The Stone City

Words Made to Last

Thursday, March 17, 2005

Perimeter Defenses

The Wikipedia entry on the late Jacques Derrida contains excerpts. For purposes of this discussion, I will focus on those from "Spectres of Marx", but any other essay would serve my purpose. They are remarkably consistent in form and presentation. Consider:
Let us take the chance, then, after so many glosses, of an ingenuous reading. Let us try to see what happens. But is this not right away impossible? Marx warns us with the first words. The point is right away to go be rid, in one fell swoop, the first glance and thus to see there where this glance is blind, to open one's eyes wide there where one does not see what one sees. One must see, at first sight, what does not let itself be seen. And this is invisibility itself. For what first sight misses is the invisible. The flaw, the error of first sight is to see, and not to notice the invisible. If one does not give oneself up to this invisibility, then the table-commodity, immediately perceived, remains what it is not, a simple thing deemed to be trivial and too obvious.

Two salient features of this snippet claim our attention. First, there is a tremendous emphasis on the process of reading, rather than on the material being read. ["Let us take the chance," indeed. Aren't we brave?] This is consistent with Mr. Derrida's theories, which consistently seek to minimize the idea of intrinsic content of a work. It also has the effect of magnifying the importance of the critic relative to the thing criticized.
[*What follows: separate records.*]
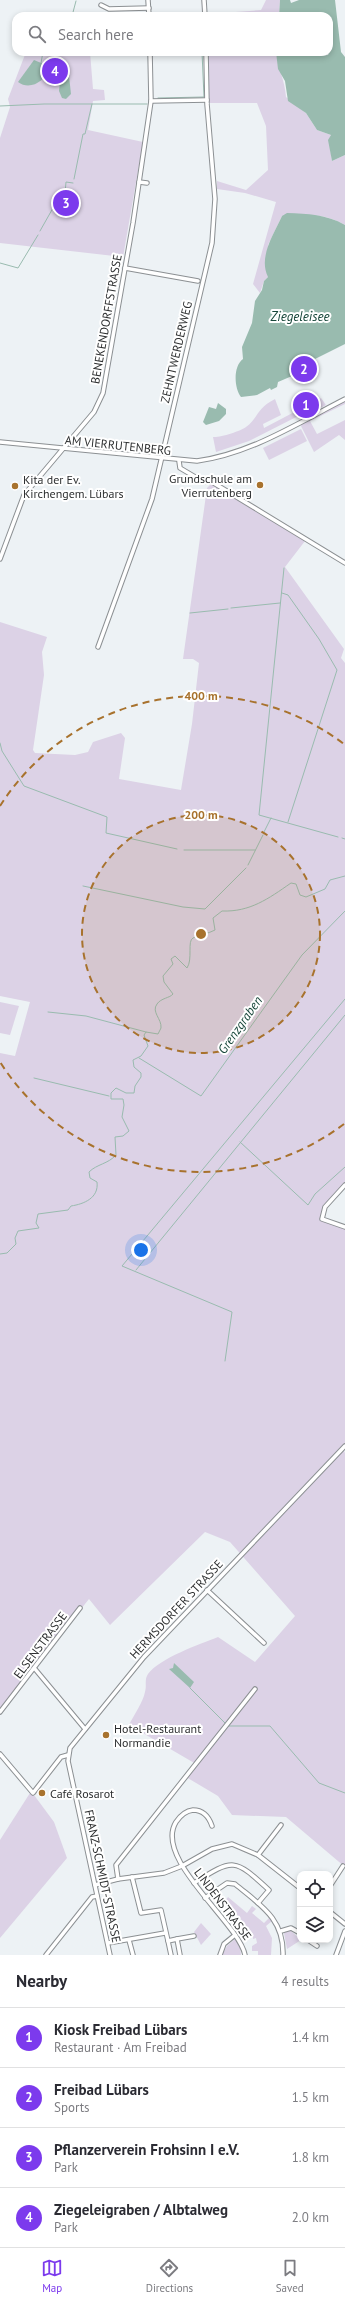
<!DOCTYPE html>
<meta charset="utf-8">
<style>
:root{--surface:#fff;--page:#f2f2f3;--text:#2b2b33;--muted:#7c7c81;--line:#e1e1e2;--accent:#7c3aed}
body{margin:0;font-family:"PT Sans",sans-serif;background:var(--page);color:var(--text)}
.controls{position:absolute;right:12px;bottom:12px;display:grid;overflow:hidden;border-radius:8px;box-shadow:0 2px 6px #0003}
.controls button{width:36px;height:36px;display:grid;place-items:center;padding:0;border:0;border-bottom:1px solid var(--line);background:var(--surface);color:var(--text);font:20px sans-serif}
.you{position:absolute;left:141px;top:1250px;width:14px;height:14px;margin:-10px;border:3px solid #fff;border-radius:50%;background:#1a73e8;box-shadow:0 0 0 6px #1a73e833}
.badge{display:grid;place-items:center;width:26px;height:26px;border-radius:50%;background:var(--accent);color:#fff;font-size:13px;font-weight:700}
.pin{position:absolute;translate:-50% -50%;border:2px solid #fff;box-shadow:0 1px 4px #0006}
.list{margin:0;padding:0;list-style:none}
h2{display:flex;justify-content:space-between;align-items:center;height:52px;margin:0;padding:0 16px;font-size:17px}
h2 small{font-size:13px;font-weight:400;color:var(--muted)}
.list li{display:grid;grid-template-columns:26px 1fr auto;gap:12px;align-items:center;box-sizing:border-box;height:60px;padding:0 16px;border-top:1px solid var(--line)}
.list b{display:block;font-size:15px;white-space:nowrap}
.list p{margin:0;font-size:13px;white-space:nowrap;color:var(--muted)}
.list em{font-size:13px;font-style:normal;color:var(--muted)}
.icon{flex:none;width:22px;height:22px;fill:none;stroke:currentColor;stroke-width:2;stroke-linecap:round;stroke-linejoin:round}
.map{position:relative;flex:none;width:345px;height:1955px;overflow:hidden}
.search{position:absolute;background:var(--surface);box-shadow:0 2px 6px #0003;left:12px;right:12px;top:12px;height:44px;display:flex;align-items:center;gap:10px;box-sizing:border-box;padding:0 14px;border-radius:12px;color:var(--muted);font-size:15px}
.sheet{height:292px;background:var(--surface)}
nav{display:flex;justify-content:space-around;align-items:center;box-sizing:border-box;height:56px;border-top:1px solid var(--line);background:var(--surface);font-size:11px;color:var(--muted)}
nav a{display:grid;justify-items:center;gap:2px}
nav .on{color:var(--accent)}
.map>svg:first-child{display:block}
</style>
<div class="map">
<svg width="345" height="1955" viewBox="0 0 345 1955">
<rect width="100%" height="100%" fill="#edf2f5"/>
<g fill="#dcd2e6">
<path d="M266,0H280L279,16H207L208,14L261,10Z"/>
<path d="M26,52H90L93,89L104,90L105,100L93,101L88,130L143,142L123,257L0,243V138L10,107L8,99Z"/>
<path d="M208,52H276C278,68 285,81 286,97L306,113L317,130L331,135L329,140L332,161L345,155V225C324,213 305,214 282,216L268,245V277L264,281L260,293L253,284L276,202L245,193L217,189V181L246,190L268,170L266,126L257,103H209Z"/>
<path d="M321,398L326,405L313,412L312,409L249,441L216,452L213,437C219,438 241,431 246,427C258,418 257,408 275,399L281,415L263,424L264,428Z"/>
<path d="M345,401V404L310,421L317,434L345,420V440L339,435L314,452L301,426L302,423Z"/>
<path d="M301,429L307,441L269,460L263,448Z"/>
<path d="M211,484L305,541L285,567L344,649L341,658L345,663V1184L324,1207L321,1218L345,1227V1446L343,1449L345,1453V1867L286,1817L232,1815L218,1796L186,1777L196,1764L129,1725C134,1715 143,1702 145,1692C147,1685 144,1680 148,1674C160,1658 200,1644 218,1637L255,1662L295,1616L230,1542L205,1532L110,1625L89,1599L0,1710V1053L15,1056L30,1002L0,996V622L47,637L42,652L44,675L33,750L35,753L75,755L88,752L93,742L121,733L125,738L119,779L181,790L192,724L199,663L193,659H183L207,488Z"/>
<path d="M0,1002L19,1006L10,1035L0,1033Z"/>
<path d="M30,1793L34,1795L54,1822L67,1858L0,1938V1840Z"/>
<path d="M228,1897L247,1913L252,1906L256,1909L252,1913L264,1923L269,1918L272,1921L266,1926L272,1938L271,1955H258V1951H252V1946L257,1943L256,1938L253,1939V1934L248,1927L245,1929L243,1927L245,1924L225,1901Z"/>
<path d="M201,1923L211,1934L201,1945L194,1932Z"/>
<path d="M290,1930L301,1940L287,1949L284,1933Z"/>
<path d="M235,1939L240,1946L241,1955H222L227,1946Z"/>
</g>
<g fill="#99bbaf">
<path d="M280,0H290L291,3L299,0H335L341,52L345,57V155L332,161L328,140L331,135L317,130L306,113L288,101L285,81L278,69L276,52H313L318,56L328,55L331,49L329,16H279Z"/>
<path d="M34,60L46,65L49,69C45,81 30,91 18,82Z"/>
<path d="M69,76L71,94L66,99L62,98L59,91L60,82Z"/>
<path d="M287,213C308,214 326,214 345,225V344L305,364L292,376L278,382L277,387L271,390L270,388L257,395L241,397C234,388 233,366 243,359L242,347L252,323L255,301L262,290L264,281L268,277C258,257 274,234 282,216Z"/>
<path d="M218,403L226,409V414L219,421L206,425L203,422L209,407L216,409Z"/>
<path d="M174,1663L194,1682L190,1688L169,1669L173,1668Z"/>
</g>
<g fill="none" stroke-linecap="round" stroke-linejoin="round">
<g stroke="#99bbaf" stroke-width="1">
<path d="M72,16L76,1"/>
<path d="M41,63L43,52"/>
<path d="M46,65L58,52"/>
<path d="M48,68L66,72L69,75"/>
<path d="M158,98L204,97L202,52"/>
<path d="M0,106L44,104H147"/>
<path d="M74,179L83,134H85L92,104"/>
<path d="M64,205L66,182L73,183"/>
<path d="M40,231L53,208H56"/>
<path d="M0,263L18,268L38,235"/>
<path d="M284,568L259,815L338,837"/>
<path d="M282,593L288,595L319,639L337,670L288,822"/>
<path d="M231,608L280,603"/>
<path d="M190,613L228,609"/>
<path d="M0,743L2,751L24,786L107,817L106,833L177,849"/>
<path d="M264,832L271,818"/>
<path d="M342,838L345,839"/>
<path d="M184,850H255"/>
<path d="M248,865L263,835"/>
<path d="M83,886L183,907L205,909L246,868"/>
<path d="M48,1012L86,1016L146,1032"/>
<path d="M139,1058L201,1096L302,955L345,911"/>
<path d="M34,1078L109,1096"/>
<path d="M240,1142L308,1205L315,1194L345,1167"/>
<path d="M0,1254L7,1253L16,1244L15,1238L18,1231L39,1228L36,1223L38,1214L68,1210L71,1206C84,1204 99,1198 97,1182L90,1178L89,1172C97,1164 108,1164 116,1155L115,1137L123,1136L129,1131L122,1117L124,1105L123,1099H111V1093L116,1088L126,1093H134L135,1086L141,1077V1073L134,1067L133,1060L141,1056L148,1046L144,1035L146,1032L158,1034L161,1028C162,1019 151,1012 157,1004C161,998 170,998 173,994L164,982L163,976L173,964L171,959L175,956L187,968C193,959 187,941 193,938C200,934 208,934 215,930L213,918L222,911C250,912 268,899 291,883L296,884L300,895L306,897L325,889L330,880L345,876"/>
<path d="M136,1270L345,1015"/>
<path d="M225,1361L232,1312L122,1266L345,999"/>
<path d="M190,1688L225,1723"/>
<path d="M228,1726H270L319,1783L345,1793"/>
</g>
<g stroke="#8c9093" stroke-width="5.5">
<g id="minor">
<path d="M148,0L149,16"/>
<path d="M204,0L205,16"/>
<path d="M101,5L109,9L149,8"/>
<path d="M151,101L207,100"/>
<path d="M139,182L147,183"/>
<path d="M125,268L198,281"/>
<path d="M0,442L197,461C250,454 298,423 345,399"/>
<path d="M179,461L180,468L202,481L212,482L345,563"/>
<path d="M0,559L24,495L94,412L103,393L133,223L151,101L150,52"/>
<path d="M98,647L152,499L212,243L215,199L207,104L206,52"/>
<path d="M345,1185L325,1207L322,1219L345,1227"/>
<path d="M207,1590L264,1643"/>
<path d="M35,1669L85,1729"/>
<path d="M0,1712L80,1608"/>
<path d="M0,1754L33,1793L61,1757L68,1755"/>
<path d="M212,1826C209,1817 203,1810 193,1810C185,1811 180,1816 176,1822C153,1859 239,1923 245,1955"/>
<path d="M258,1855L281,1825"/>
<path d="M132,1877L141,1913L161,1910L168,1941"/>
<path d="M118,1879L116,1865L255,1689"/>
<path d="M194,1883C234,1858 234,1858 269,1890L258,1903"/>
<path d="M95,1885L118,1879L164,1873L182,1866L212,1849L232,1844L258,1855L300,1888"/>
<path d="M330,1886L343,1866"/>
<path d="M205,1898L227,1883L235,1884C260,1905 284,1918 283,1955"/>
<path d="M330,1912L345,1924"/>
<path d="M281,1931L291,1928L300,1933"/>
<path d="M177,1939L194,1936"/>
<path d="M129,1940L133,1955"/>
<path d="M308,1940L317,1946"/>
<path d="M108,1943L165,1933"/>
<path d="M46,1955L92,1897L97,1896"/>
<path d="M110,1955L68,1761L70,1748L144,1657L345,1446"/>
<path d="M171,1955L168,1941L177,1939L180,1955"/>
<path d="M220,1955L224,1944L235,1935"/>
<path d="M336,1955L345,1931"/>
</g>
</g>
<use href="#minor" stroke="#fff" stroke-width="3.5"/>
</g>
<circle cx="201" cy="934" r="119" fill="#a8722d" fill-opacity=".12"/>
<g fill="none" stroke="#a8722d" stroke-width="2" stroke-dasharray="7 5">
<circle cx="201" cy="934" r="119"/>
<path d="M344 1124A238 238 0 0 1 0 1062M0 806A238 238 0 0 1 344 744"/>
</g>
<g fill="#a8722d" stroke="#fff" stroke-width="1.5">
<circle cx="260" cy="485" r="4"/>
<circle cx="15" cy="486" r="4"/>
<circle cx="106" cy="1735" r="4"/>
<circle cx="42" cy="1793" r="4"/>
</g>
<g text-anchor="middle" dominant-baseline="central" stroke-width="4" stroke-linejoin="round" paint-order="stroke">
<g font-size="12" fill="#2d2f30" stroke="#fff">
<text transform="translate(106 319) rotate(-80)">BENEKENDORFFSTRASSE</text>
<text transform="translate(176 352) rotate(-77)">ZEHNTWERDERWEG</text>
<text transform="translate(118 445) rotate(6)">AM VIERRUTENBERG</text>
<text transform="translate(176 1609) rotate(-47)">HERMSDORFER STRASSE</text>
<text transform="translate(40 1645) rotate(-53)">ELSENSTRASSE</text>
<text transform="translate(103 1876) rotate(78)">FRANZ-SCHMIDT-STRASSE</text>
<text transform="translate(223 1904) rotate(53)">LINDENSTRASSE</text>
</g>
<g font-size="12" fill="#2d2f30" stroke="#fff" text-anchor="start">
<text x="252" y="478" text-anchor="end">Grundschule am<tspan x="252" dy="14">Vierrutenberg</tspan></text>
<text x="23" y="479">Kita der Ev.<tspan x="23" dy="14">Kirchengem. Lübars</tspan></text>
<text x="114" y="1728">Hotel-Restaurant<tspan x="114" dy="14">Normandie</tspan></text>
<text x="50" y="1793">Café Rosarot</text>
</g>
<g font-size="13" font-style="italic" fill="#164639" stroke="#fff">
<text x="300" y="316">Ziegeleisee</text>
<text transform="translate(240 1025) rotate(-55)">Grenzgraben</text>
</g>
</g>
<circle cx="201" cy="934" r="6" fill="#a8722d" stroke="#fff" stroke-width="2"/>
<g font-size="12" text-anchor="middle" font-weight="bold" fill="#a8722d" stroke="#fff" stroke-width="4" stroke-linejoin="round" paint-order="stroke">
<text x="201" y="700">400 m</text>
<text x="201" y="819">200 m</text>
</g>
</svg>
<div class="controls">
<button><svg class="icon" aria-label="locate" viewBox="0 0 24 24"><circle cx="12" cy="12" r="6"/><path d="M12 2v4M12 18v4M2 12h4M18 12h4"/></svg></button>
<button><svg class="icon" aria-label="layers" viewBox="0 0 24 24"><path d="M12 4l9 5-9 5-9-5zM3 14l9 5 9-5"/></svg></button>
</div>
<div class="you"></div>
<div class="pin badge" style="left:306px;top:405px">1</div>
<div class="pin badge" style="left:304px;top:369px">2</div>
<div class="pin badge" style="left:66px;top:203px">3</div>
<div class="pin badge" style="left:55px;top:71px">4</div>
<div class="search"><svg class="icon" aria-label="search" viewBox="0 0 24 24"><circle cx="10" cy="10" r="6"/><path d="M15 15l6 6"/></svg>Search here</div>
</div>
<section class="sheet">
<h2>Nearby<small>4 results</small></h2>
<ul class="list">
<li><span class="badge">1</span><div><b>Kiosk Freibad Lübars</b><p>Restaurant · Am Freibad</p></div><em>1.4 km</em></li>
<li><span class="badge">2</span><div><b>Freibad Lübars</b><p>Sports</p></div><em>1.5 km</em></li>
<li><span class="badge">3</span><div><b>Pflanzerverein Frohsinn I e.V.</b><p>Park</p></div><em>1.8 km</em></li>
<li><span class="badge">4</span><div><b>Ziegeleigraben / Albtalweg</b><p>Park</p></div><em>2.0 km</em></li>
</ul>
</section>
<nav>
<a class="on"><svg class="icon" aria-label="map" viewBox="0 0 24 24"><path d="M3 6l6-2 6 2 6-2v14l-6 2-6-2-6 2zM9 4v14M15 6v14"/></svg>Map</a>
<a><svg class="icon" aria-label="directions" viewBox="0 0 24 24"><path d="M12 3l9 9-9 9-9-9zM9 14v-3h6M13 9l2 2-2 2"/></svg>Directions</a>
<a><svg class="icon" aria-label="saved" viewBox="0 0 24 24"><path d="M7 4h10v16l-5-4-5 4z"/></svg>Saved</a>
</nav>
This obviously tends to gratify the ego of the practitioner. In addition, it authorizes the introduction by the critic of extraneous material on the grounds that it is relevant to his reading process; this abets the increase in the volume of criticism relative to that of the work being criticized, removing a potential barrier to the growth of the criticism industry.

The other noteworthy feature is the artificial signification of many phrases. To a naive reader, the idea that something "remains what it is not" is simply an obvious piece of nonsense. This is, in fact, true; but it does not mean that the phrase serves no purpose. It enables a linguistic game in which such phrases can, in fact, be granted meaning by changing the definitions of their components, and then critized in turn according to the new meanings, in the variant language created for the purpose.

This retreat from the fixed language of the non-academic world is a valuable defense for deconstructionists. Their words have meaning in a private language which is nowhere transcribed; but they can defend themselves haughtily against the charge of mere meaninglessness. This exclusion of all who demand plainer language -- i.e., of all who do not participate in the deconstructionist game -- is the first line of defense for the citadel in whose courtyard Derrida's successors continue their carefree play.